Finalize the topology of the model.

Assign a numerical index to every state and create the underlying arrays corresponding to the states and edges between the states. This method must be called before any of the probability-calculating methods. This includes converting conditional probability tables into joint probability tables and creating a list of both marginal and table nodes.

Parameters:	None
Returns:	None

clear_summaries()¶: Clear the summary statistics stored in the object.

copy()¶

Return a deep copy of this distribution object.

This object will not be tied to any other distribution or connected in any form.

Parameters:	None
Returns:	distribution : Distribution A copy of the distribution with the same parameters.

dense_transition_matrix()¶: Returns the dense transition matrix. Useful if the transitions of somewhat small models need to be analyzed.

edge_count()¶: Returns the number of edges present in the model.

fit()¶

Fit the model to data using MLE estimates.

Fit the model to the data by updating each of the components of the model, which are univariate or multivariate distributions. This uses a simple MLE estimate to update the distributions according to their summarize or fit methods.

This is a wrapper for the summarize and from_summaries methods.

Parameters:

X : array-like, shape (n_samples, n_nodes): The data to train on, where each row is a sample and each column corresponds to the associated variable.
weights : array-like, shape (n_nodes), optional: The weight of each sample as a positive double. Default is None.
inertia : double, optional: The inertia for updating the distributions, passed along to the distribution method. Default is 0.0.
pseudocount : double, optional: A pseudocount to add to the emission of each distribution. This effectively smoothes the states to prevent 0. probability symbols if they don’t happen to occur in the data. Only effects hidden Markov models defined over discrete distributions. Default is 0.
verbose : bool, optional: Whether or not to print out improvement information over iterations. Only required if doing semisupervised learning. Default is False.
n_jobs : int: The number of jobs to use to parallelize, either the number of threads or the number of processes to use. -1 means use all available resources. Default is 1.

Returns:

self : BayesianNetwork: The fit Bayesian network object with updated model parameters.

freeze()¶: Freeze the distribution, preventing updates from occuring.

from_json()¶

Read in a serialized Bayesian Network and return the appropriate object.

Parameters:	s : str A JSON formatted string containing the file.
Returns:	model : object A properly initialized and baked model.

from_samples()¶

Learn the structure of the network from data.
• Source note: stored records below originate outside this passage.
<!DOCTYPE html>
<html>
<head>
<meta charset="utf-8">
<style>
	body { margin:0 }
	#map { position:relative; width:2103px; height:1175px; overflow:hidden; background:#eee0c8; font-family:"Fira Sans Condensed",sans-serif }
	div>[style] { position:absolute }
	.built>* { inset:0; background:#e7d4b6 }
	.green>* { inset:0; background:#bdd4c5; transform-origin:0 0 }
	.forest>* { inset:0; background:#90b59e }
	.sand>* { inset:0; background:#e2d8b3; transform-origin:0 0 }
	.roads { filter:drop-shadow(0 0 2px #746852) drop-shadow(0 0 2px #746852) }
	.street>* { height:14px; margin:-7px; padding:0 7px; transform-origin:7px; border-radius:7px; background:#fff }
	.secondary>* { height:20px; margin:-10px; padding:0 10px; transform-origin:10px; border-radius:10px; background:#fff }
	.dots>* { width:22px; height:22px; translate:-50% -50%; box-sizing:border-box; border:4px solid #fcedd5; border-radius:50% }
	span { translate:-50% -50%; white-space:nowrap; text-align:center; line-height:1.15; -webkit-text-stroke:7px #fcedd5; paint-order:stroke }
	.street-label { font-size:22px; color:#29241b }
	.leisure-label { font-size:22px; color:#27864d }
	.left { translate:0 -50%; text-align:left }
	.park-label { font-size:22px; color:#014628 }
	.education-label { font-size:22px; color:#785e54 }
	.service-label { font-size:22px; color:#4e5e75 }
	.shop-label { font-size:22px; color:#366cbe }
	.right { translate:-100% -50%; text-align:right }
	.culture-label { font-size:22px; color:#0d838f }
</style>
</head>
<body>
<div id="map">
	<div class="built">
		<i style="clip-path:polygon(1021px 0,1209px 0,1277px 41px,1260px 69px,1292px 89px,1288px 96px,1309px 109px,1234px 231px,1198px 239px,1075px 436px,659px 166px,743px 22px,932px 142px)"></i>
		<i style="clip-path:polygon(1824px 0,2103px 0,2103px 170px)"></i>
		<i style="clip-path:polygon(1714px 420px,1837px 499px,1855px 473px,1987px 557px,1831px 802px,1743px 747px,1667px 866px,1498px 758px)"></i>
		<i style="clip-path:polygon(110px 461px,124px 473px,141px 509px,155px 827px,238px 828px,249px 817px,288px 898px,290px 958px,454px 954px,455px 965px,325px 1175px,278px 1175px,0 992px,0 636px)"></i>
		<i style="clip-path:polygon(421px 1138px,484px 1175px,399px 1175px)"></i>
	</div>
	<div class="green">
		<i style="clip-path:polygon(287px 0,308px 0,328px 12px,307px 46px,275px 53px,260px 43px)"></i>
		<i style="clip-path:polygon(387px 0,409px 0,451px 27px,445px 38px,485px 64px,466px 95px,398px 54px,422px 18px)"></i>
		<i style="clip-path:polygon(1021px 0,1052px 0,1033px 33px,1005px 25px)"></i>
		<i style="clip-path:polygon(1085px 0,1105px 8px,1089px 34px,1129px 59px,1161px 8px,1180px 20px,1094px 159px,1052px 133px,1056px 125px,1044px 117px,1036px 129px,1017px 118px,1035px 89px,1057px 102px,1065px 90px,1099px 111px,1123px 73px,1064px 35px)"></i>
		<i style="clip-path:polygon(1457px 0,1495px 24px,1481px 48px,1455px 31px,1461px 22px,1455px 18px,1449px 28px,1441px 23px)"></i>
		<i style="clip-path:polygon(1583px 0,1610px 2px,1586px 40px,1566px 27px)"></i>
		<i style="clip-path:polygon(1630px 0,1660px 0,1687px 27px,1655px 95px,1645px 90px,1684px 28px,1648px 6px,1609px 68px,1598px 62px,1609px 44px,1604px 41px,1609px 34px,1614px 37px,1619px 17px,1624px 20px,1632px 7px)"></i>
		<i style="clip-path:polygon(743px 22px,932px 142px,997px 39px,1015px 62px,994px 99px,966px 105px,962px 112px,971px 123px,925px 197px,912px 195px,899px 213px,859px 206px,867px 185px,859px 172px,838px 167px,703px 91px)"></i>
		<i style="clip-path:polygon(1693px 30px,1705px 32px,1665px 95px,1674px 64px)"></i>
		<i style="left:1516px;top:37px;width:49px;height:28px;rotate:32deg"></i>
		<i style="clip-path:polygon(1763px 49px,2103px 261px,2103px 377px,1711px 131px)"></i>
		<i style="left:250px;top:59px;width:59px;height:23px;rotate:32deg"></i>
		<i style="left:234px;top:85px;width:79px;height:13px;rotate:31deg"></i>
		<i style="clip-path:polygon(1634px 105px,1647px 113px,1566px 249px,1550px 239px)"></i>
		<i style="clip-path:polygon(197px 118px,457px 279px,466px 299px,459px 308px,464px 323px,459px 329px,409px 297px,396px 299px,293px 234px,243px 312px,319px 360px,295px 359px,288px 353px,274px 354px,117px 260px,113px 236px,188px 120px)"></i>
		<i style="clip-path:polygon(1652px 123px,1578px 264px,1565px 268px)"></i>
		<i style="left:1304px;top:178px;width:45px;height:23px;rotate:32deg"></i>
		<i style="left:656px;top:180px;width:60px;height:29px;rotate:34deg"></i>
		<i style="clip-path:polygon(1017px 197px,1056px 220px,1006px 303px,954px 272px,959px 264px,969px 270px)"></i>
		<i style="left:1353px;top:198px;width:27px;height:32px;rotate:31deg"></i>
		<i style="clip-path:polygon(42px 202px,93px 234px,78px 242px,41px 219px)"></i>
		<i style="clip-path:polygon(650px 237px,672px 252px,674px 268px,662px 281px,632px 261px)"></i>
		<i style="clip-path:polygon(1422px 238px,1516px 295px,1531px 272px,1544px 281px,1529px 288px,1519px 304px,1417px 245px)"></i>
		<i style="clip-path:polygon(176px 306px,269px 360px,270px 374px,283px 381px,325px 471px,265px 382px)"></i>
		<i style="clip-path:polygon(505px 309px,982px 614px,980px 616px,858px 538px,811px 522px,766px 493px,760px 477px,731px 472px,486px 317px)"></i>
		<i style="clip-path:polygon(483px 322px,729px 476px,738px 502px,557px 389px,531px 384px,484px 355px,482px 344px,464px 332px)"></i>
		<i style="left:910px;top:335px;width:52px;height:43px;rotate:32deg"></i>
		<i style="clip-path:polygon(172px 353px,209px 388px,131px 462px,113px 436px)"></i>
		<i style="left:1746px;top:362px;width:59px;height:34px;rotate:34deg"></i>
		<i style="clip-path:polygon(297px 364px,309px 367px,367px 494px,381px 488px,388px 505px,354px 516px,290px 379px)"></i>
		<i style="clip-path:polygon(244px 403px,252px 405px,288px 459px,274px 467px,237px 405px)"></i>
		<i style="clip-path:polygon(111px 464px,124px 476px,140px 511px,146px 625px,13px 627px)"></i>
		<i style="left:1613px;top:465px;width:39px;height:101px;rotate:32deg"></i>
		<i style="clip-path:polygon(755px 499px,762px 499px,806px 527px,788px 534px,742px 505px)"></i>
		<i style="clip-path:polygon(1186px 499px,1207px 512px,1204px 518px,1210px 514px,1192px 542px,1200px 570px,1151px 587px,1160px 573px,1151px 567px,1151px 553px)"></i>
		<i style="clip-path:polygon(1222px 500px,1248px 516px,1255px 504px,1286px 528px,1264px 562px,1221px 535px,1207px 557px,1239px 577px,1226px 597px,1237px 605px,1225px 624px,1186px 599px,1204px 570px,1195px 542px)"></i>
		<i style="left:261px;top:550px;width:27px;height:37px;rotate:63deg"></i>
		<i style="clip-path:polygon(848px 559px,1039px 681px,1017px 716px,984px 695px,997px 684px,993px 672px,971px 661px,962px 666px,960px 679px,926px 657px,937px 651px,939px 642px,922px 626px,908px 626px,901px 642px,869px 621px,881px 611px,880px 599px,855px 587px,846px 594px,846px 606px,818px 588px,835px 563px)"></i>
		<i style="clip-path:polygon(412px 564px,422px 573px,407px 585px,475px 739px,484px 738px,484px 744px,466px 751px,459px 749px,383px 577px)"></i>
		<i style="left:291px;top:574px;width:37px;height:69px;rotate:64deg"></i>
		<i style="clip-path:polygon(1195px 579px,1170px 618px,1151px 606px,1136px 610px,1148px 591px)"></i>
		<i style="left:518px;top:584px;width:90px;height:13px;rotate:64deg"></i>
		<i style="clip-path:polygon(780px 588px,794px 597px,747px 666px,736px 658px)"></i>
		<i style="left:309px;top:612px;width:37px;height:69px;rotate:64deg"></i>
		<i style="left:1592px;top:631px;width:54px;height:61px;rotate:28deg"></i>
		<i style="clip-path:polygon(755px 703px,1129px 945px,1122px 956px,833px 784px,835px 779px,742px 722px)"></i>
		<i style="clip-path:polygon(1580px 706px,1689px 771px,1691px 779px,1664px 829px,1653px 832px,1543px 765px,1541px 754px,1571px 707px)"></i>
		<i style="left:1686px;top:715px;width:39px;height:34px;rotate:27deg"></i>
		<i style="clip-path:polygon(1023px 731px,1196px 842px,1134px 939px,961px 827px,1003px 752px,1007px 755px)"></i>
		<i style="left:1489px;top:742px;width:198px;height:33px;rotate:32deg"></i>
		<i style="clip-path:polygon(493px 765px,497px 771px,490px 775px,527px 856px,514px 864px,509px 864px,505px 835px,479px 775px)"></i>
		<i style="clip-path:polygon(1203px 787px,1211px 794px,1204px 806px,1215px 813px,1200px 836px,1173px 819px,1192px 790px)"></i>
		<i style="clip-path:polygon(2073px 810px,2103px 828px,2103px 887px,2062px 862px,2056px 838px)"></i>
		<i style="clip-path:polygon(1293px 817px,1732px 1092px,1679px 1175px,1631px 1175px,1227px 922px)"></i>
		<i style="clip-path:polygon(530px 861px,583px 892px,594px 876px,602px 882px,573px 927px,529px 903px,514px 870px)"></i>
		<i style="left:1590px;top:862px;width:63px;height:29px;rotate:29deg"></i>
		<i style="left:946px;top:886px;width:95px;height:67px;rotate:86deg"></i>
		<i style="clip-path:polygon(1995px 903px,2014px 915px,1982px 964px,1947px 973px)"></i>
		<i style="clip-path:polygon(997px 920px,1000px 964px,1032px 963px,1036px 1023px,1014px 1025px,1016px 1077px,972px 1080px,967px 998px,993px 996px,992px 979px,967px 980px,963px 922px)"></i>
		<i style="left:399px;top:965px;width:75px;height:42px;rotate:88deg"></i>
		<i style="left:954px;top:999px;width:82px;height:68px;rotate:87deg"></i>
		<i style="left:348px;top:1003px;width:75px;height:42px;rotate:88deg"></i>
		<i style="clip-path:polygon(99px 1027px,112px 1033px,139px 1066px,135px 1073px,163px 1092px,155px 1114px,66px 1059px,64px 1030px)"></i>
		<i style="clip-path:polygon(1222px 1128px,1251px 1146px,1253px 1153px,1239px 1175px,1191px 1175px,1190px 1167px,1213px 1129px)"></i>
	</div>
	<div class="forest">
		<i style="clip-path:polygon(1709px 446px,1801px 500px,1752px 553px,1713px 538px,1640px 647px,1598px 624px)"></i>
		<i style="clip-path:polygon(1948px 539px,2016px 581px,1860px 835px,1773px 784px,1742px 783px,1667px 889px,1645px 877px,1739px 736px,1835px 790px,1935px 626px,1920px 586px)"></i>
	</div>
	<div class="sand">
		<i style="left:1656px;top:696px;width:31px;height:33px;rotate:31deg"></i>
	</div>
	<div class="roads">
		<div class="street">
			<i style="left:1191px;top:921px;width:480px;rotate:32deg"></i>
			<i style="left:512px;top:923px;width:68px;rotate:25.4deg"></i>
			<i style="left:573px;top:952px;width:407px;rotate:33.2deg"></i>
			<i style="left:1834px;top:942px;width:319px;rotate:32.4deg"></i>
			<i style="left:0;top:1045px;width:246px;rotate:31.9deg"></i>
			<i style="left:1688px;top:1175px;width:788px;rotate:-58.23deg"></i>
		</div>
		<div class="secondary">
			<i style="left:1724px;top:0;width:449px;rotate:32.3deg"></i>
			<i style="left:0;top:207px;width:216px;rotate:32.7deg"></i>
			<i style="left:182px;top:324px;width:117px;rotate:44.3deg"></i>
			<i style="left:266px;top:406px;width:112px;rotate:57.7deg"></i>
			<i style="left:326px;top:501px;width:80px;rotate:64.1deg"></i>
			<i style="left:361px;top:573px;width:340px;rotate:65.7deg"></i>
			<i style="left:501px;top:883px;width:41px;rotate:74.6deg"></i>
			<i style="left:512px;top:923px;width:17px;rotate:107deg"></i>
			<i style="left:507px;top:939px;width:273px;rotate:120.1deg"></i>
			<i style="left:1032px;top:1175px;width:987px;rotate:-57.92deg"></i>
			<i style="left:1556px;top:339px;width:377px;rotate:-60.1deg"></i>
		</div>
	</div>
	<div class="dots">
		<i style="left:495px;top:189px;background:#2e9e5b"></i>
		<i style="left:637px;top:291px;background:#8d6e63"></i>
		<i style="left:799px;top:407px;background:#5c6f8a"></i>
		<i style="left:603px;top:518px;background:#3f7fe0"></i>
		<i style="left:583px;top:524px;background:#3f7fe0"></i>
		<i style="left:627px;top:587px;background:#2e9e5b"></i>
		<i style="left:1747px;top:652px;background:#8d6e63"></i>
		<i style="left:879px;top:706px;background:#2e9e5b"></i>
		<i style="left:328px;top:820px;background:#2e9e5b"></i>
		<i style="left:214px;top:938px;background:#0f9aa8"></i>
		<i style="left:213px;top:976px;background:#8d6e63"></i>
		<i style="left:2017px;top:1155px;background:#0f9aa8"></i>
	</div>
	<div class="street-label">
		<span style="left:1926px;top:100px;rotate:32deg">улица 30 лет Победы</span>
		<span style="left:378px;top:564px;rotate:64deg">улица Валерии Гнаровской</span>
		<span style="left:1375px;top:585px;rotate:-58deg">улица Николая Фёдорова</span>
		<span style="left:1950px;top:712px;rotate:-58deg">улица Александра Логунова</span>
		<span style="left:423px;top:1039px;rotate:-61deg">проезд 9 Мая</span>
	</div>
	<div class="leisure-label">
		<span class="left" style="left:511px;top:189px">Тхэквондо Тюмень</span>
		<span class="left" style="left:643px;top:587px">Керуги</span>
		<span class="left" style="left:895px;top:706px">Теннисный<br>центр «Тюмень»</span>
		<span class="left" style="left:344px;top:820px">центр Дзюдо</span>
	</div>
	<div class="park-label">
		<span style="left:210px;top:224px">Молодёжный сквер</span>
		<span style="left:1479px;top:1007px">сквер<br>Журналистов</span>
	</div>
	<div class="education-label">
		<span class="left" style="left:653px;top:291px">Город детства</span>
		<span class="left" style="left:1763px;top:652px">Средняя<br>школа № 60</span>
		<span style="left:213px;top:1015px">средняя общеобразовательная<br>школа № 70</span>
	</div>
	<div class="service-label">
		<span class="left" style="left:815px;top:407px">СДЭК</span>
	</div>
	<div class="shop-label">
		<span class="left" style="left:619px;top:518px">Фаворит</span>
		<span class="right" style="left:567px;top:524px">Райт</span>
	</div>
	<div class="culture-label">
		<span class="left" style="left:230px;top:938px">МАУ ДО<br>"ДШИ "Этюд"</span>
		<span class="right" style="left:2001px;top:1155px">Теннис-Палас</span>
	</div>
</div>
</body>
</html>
Find the structure of the network from data using a Bayesian structure learning score. This currently enumerates all the exponential number of structures and finds the best according to the score. This allows weights on the different samples as well. The score that is optimized is the minimum description length (MDL).

Parameters:

X : array-like, shape (n_samples, n_nodes): The data to fit the structure too, where each row is a sample and each column corresponds to the associated variable.
weights : array-like, shape (n_nodes), optional: The weight of each sample as a positive double. Default is None.
algorithm : str, one of ‘chow-liu’, ‘greedy’, ‘exact’, ‘exact-dp’ optional: The algorithm to use for learning the Bayesian network. Default is ‘greedy’ that greedily attempts to find the best structure, and frequently can identify the optimal structure. ‘exact’ uses DP/A* to find the optimal Bayesian network, and ‘exact-dp’ tries to find the shortest path on the entire order lattice, which is more memory and computationally expensive. ‘exact’ and ‘exact-dp’ should give identical results, with ‘exact-dp’ remaining an option mostly for debugging reasons. ‘chow-liu’ will return the optimal tree-like structure for the Bayesian network, which is a very fast approximation but not always the best network.
max_parents : int, optional: The maximum number of parents a node can have. If used, this means using the k-learn procedure. Can drastically speed up algorithms. If -1, no max on parents. Default is -1.
root : int, optional: For algorithms which require a single root (‘chow-liu’), this is the root for which all edges point away from. User may specify which column to use as the root. Default is the first column.
constraint_graph : networkx.DiGraph or None, optional: A directed graph showing valid parent sets for each variable. Each node is a set of variables, and edges represent which variables can be valid parents of those variables. The naive structure learning task is just all variables in a single node with a self edge, meaning that you know nothing about
pseudocount : double, optional: A pseudocount to add to the emission of each distribution. This effectively smoothes the states to prevent 0. probability symbols if they don’t happen to occur in the data. Default is 0.
state_names : array-like, shape (n_nodes), optional: A list of meaningful names to be applied to nodes
name : str, optional: The name of the model. Default is None.
reduce_dataset : bool, optional: Given the discrete nature of these datasets, frequently a user will pass in a dataset that has many identical samples. It is time consuming to go through these redundant samples and a far more efficient use of time to simply calculate a new dataset comprised of the subset of unique observed samples weighted by the number of times they occur in the dataset. This typically will speed up all algorithms, including when using a constraint graph. Default is True.
n_jobs : int, optional: The number of threads to use when learning the structure of the network. If a constraint graph is provided, this will parallelize the tasks as directed by the constraint graph. If one is not provided it will parallelize the building of the parent graphs. Both cases will provide large speed gains.

Returns:

model : BayesianNetwork: The learned BayesianNetwork.

from_structure()¶

Return a Bayesian network from a predefined structure.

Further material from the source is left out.